Beaches stretch for miles to the east. El Palo is the best sandy spot. It’s 10 to 15 minutes by cab or by the efficient number-11 bus from Paseo del Parque. Sprawl on the sand or grab a seat at a beach bar for a sangria or a portion of espetos, sardines or other boat-fresh fish, caught that day and grilled on charcoal piled inside old fishing boats. It’s just another delightfully distinctive flavour of this colourful city.

Down an alley that would turn into an instant traffic jam if two people with suitcases were to meet midway, Casa de las Mercedes offers small, smart, comfortable rooms 100 metres from Plaza Merced. In the midst of the historic centre, Coronado Aparthotel is ideal for those who want a wee bit more space, plus kitchen and WiFi.

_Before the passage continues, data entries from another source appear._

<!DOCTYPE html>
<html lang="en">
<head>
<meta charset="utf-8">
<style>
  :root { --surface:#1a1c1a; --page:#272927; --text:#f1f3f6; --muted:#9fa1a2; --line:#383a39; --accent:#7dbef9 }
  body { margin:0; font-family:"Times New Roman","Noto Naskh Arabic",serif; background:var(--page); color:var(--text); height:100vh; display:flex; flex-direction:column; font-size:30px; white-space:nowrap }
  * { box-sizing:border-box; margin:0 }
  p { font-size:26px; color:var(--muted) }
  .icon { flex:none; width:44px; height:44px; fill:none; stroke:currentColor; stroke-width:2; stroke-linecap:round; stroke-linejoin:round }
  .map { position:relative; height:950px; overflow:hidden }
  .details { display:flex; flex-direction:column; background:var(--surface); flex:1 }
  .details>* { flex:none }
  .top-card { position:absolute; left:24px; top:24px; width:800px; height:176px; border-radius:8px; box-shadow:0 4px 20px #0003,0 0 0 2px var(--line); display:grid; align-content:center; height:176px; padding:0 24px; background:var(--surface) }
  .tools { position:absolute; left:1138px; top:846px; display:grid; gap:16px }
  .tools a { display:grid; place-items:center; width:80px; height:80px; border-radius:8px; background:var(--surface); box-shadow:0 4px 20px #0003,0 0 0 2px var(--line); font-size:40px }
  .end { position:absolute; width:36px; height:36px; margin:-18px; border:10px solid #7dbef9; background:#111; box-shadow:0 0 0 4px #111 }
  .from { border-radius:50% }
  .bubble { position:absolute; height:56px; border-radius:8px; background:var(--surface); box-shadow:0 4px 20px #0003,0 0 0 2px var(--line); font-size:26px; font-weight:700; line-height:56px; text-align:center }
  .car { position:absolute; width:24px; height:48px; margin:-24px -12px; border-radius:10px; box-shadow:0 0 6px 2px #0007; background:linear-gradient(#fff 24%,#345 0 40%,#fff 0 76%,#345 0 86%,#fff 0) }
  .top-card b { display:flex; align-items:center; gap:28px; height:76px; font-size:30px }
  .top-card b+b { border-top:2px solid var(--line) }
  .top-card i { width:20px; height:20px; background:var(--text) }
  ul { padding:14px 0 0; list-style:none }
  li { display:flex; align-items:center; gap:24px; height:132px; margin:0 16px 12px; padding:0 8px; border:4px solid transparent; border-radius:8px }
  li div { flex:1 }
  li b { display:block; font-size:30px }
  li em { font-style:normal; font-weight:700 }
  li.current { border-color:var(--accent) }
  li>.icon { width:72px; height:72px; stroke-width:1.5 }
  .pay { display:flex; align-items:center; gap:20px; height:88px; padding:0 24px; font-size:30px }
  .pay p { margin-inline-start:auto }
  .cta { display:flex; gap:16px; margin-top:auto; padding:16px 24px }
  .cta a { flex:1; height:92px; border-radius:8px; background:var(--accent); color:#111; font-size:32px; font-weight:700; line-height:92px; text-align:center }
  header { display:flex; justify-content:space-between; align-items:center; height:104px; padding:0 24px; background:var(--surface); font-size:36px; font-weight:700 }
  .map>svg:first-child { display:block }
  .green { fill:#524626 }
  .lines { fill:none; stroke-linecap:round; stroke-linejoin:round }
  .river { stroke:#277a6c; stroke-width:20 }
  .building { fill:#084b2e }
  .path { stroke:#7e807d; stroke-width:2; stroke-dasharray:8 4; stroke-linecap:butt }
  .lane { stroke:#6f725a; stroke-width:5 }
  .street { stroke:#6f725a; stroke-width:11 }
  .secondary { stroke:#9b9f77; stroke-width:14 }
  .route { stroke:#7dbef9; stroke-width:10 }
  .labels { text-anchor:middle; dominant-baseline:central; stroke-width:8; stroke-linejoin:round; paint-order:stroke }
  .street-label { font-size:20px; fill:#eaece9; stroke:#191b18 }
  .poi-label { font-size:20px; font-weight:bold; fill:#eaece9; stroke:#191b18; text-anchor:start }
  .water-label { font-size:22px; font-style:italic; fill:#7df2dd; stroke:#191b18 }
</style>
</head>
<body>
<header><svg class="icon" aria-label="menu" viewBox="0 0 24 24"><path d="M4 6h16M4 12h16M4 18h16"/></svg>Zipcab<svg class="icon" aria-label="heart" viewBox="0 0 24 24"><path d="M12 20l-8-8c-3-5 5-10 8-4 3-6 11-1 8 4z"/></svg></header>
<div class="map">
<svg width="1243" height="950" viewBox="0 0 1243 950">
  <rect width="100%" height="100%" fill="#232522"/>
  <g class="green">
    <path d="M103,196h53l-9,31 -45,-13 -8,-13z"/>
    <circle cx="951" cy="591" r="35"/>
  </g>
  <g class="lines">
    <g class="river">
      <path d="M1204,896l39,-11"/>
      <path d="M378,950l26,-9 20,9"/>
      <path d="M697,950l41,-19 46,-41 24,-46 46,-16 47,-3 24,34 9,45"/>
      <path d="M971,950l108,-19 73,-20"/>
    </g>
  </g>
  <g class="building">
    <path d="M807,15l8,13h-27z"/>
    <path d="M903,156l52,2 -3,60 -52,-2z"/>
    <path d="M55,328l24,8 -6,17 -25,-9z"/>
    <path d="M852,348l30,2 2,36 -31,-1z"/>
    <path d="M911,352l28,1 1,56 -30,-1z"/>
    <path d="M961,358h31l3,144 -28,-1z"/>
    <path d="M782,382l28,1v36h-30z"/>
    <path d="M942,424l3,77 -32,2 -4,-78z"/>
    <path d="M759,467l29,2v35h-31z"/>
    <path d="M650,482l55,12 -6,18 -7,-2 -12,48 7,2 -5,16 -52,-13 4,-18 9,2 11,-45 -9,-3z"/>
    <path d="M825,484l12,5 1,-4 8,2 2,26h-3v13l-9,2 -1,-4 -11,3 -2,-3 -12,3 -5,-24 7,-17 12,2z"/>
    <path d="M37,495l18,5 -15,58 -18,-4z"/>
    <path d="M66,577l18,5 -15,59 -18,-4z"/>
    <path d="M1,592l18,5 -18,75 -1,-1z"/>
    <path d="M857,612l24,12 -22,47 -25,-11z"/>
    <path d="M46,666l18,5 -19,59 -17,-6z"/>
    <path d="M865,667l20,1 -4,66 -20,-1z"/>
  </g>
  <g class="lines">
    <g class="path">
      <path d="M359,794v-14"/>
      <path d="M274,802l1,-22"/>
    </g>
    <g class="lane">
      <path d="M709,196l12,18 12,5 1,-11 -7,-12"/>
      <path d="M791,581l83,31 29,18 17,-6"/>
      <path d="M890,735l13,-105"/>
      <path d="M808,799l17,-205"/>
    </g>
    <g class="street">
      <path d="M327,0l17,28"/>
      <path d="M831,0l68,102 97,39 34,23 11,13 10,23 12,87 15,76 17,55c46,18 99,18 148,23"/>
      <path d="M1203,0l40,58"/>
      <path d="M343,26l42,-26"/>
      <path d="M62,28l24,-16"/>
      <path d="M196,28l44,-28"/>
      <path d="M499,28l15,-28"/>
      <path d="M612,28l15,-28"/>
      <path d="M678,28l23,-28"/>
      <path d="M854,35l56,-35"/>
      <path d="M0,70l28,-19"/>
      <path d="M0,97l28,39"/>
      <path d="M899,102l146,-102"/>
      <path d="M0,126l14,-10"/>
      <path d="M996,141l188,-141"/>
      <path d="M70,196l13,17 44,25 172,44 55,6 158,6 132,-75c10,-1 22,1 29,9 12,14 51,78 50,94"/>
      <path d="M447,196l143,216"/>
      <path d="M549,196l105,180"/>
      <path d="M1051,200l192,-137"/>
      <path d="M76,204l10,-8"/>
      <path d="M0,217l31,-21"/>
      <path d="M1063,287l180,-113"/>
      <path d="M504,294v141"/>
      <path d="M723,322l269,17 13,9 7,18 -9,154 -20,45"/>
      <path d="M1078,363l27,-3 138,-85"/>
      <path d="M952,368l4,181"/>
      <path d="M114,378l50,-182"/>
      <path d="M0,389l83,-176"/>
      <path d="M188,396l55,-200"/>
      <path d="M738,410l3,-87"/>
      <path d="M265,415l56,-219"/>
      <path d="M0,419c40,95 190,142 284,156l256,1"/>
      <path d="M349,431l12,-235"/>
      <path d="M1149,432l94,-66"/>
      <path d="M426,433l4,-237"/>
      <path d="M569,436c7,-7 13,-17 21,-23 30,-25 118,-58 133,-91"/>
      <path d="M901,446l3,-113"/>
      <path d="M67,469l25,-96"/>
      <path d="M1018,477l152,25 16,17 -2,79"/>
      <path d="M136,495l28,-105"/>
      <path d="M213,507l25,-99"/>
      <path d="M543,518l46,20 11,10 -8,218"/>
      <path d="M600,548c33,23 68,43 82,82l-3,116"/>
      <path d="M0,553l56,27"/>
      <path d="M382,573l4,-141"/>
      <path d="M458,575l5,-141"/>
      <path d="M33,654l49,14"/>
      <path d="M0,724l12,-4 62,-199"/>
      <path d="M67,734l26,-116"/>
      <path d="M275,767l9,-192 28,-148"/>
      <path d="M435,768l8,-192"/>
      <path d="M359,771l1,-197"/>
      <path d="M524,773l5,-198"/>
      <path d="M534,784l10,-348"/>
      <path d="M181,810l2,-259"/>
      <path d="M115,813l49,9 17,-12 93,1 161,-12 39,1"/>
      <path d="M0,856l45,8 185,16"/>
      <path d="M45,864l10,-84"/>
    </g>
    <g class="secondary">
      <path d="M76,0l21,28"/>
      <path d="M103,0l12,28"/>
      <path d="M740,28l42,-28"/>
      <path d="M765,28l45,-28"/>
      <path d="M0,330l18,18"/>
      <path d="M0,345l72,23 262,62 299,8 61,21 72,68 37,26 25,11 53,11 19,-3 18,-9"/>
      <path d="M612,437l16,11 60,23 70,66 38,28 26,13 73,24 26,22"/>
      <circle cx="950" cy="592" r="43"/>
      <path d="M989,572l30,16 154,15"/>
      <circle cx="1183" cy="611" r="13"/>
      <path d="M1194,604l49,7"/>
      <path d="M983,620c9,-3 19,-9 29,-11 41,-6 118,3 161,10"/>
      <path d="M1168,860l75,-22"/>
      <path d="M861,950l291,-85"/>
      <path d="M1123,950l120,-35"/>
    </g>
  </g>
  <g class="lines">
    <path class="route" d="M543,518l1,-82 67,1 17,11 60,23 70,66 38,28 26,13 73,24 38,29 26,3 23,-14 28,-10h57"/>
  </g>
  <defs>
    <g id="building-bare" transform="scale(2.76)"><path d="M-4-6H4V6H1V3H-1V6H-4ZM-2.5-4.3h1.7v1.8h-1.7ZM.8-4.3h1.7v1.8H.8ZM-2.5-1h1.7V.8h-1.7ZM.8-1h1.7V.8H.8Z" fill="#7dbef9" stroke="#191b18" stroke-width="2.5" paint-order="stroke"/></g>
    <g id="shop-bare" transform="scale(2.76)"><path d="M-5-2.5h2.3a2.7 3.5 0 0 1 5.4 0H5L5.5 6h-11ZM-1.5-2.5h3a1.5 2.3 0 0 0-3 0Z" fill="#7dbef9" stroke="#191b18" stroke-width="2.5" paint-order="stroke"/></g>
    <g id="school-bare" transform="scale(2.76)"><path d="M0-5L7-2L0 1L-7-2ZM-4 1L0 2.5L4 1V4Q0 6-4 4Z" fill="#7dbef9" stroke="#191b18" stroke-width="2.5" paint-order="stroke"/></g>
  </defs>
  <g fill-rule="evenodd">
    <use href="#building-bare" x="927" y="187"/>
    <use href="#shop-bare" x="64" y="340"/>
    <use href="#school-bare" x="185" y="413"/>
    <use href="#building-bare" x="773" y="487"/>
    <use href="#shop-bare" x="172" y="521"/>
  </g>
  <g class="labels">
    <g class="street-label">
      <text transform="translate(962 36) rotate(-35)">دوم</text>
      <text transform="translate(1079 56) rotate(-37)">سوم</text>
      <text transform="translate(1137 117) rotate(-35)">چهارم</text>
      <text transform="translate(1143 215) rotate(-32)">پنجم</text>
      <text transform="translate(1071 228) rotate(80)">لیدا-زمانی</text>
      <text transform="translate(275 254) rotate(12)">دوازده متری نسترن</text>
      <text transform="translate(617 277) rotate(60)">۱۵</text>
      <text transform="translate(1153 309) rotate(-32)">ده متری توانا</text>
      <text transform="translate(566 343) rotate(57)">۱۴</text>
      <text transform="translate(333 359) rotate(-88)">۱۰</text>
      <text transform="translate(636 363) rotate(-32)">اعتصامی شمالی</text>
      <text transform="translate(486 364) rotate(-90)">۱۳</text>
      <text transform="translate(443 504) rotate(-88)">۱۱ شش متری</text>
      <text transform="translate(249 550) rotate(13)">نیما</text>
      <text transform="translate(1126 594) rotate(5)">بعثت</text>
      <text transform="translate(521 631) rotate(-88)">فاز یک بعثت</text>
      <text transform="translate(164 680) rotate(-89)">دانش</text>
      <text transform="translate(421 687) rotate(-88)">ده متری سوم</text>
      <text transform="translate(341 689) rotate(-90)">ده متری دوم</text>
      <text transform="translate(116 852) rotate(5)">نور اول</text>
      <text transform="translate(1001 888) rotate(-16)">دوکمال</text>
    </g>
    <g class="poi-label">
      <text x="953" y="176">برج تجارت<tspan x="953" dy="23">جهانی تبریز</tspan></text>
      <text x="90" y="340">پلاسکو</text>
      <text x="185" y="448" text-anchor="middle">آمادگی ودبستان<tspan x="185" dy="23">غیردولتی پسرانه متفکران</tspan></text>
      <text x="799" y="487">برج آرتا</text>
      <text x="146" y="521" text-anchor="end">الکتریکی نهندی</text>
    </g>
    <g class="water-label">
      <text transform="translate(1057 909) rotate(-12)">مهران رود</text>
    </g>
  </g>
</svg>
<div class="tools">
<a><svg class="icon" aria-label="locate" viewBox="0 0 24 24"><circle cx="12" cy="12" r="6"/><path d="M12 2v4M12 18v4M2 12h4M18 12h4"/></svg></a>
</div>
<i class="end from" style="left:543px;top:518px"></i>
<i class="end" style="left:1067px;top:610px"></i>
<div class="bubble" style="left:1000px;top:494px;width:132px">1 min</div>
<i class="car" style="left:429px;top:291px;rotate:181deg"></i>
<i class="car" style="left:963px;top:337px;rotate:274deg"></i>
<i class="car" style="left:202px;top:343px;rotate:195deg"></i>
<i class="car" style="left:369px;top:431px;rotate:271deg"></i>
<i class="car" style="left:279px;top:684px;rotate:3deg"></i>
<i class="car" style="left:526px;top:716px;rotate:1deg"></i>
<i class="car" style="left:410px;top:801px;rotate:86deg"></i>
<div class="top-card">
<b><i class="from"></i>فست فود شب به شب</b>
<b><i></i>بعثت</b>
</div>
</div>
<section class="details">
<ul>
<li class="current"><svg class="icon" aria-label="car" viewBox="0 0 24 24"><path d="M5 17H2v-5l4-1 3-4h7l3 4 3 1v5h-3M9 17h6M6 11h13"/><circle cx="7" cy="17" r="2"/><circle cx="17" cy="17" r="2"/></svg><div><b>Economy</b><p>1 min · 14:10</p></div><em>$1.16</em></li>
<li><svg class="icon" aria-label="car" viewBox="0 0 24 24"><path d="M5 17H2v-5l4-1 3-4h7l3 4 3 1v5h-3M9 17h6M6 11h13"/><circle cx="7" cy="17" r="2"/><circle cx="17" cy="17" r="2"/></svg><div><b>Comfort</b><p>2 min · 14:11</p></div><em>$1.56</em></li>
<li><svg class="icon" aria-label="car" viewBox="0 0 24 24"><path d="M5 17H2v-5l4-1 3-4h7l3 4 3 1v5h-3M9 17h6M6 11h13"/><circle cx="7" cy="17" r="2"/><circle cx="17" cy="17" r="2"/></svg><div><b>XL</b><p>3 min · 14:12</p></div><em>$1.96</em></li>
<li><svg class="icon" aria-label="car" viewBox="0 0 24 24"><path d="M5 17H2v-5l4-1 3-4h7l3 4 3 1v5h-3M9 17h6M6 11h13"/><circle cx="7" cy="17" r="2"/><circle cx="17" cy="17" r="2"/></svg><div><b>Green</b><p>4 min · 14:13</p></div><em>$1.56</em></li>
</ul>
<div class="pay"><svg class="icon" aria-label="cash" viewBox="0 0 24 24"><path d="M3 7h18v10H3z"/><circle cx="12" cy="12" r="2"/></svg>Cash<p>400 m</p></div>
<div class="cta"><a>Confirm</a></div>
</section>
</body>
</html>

Two apartments have chic private terraces.

Take in the tapas bars for a sweet dulce wine or sangria, explore the lively LGBT scene at the stylish Warhol dance club, on a narrow pedestrian street south of Plaza Merced, or have early-evening drinks at gay-friendly Flor de Lis on Plaza Merced. Nearby, Café Con Libros (see above) is another gay-friendly spot where local lesbians and gay men gather in the early evening for tapas and wine.

Road trips
Travelling northeast from Malaga, Valencia is about a six-hour drive away. En route are Cartagena, Alicante and BenidormMadrid is a five-hour drive north of Malaga.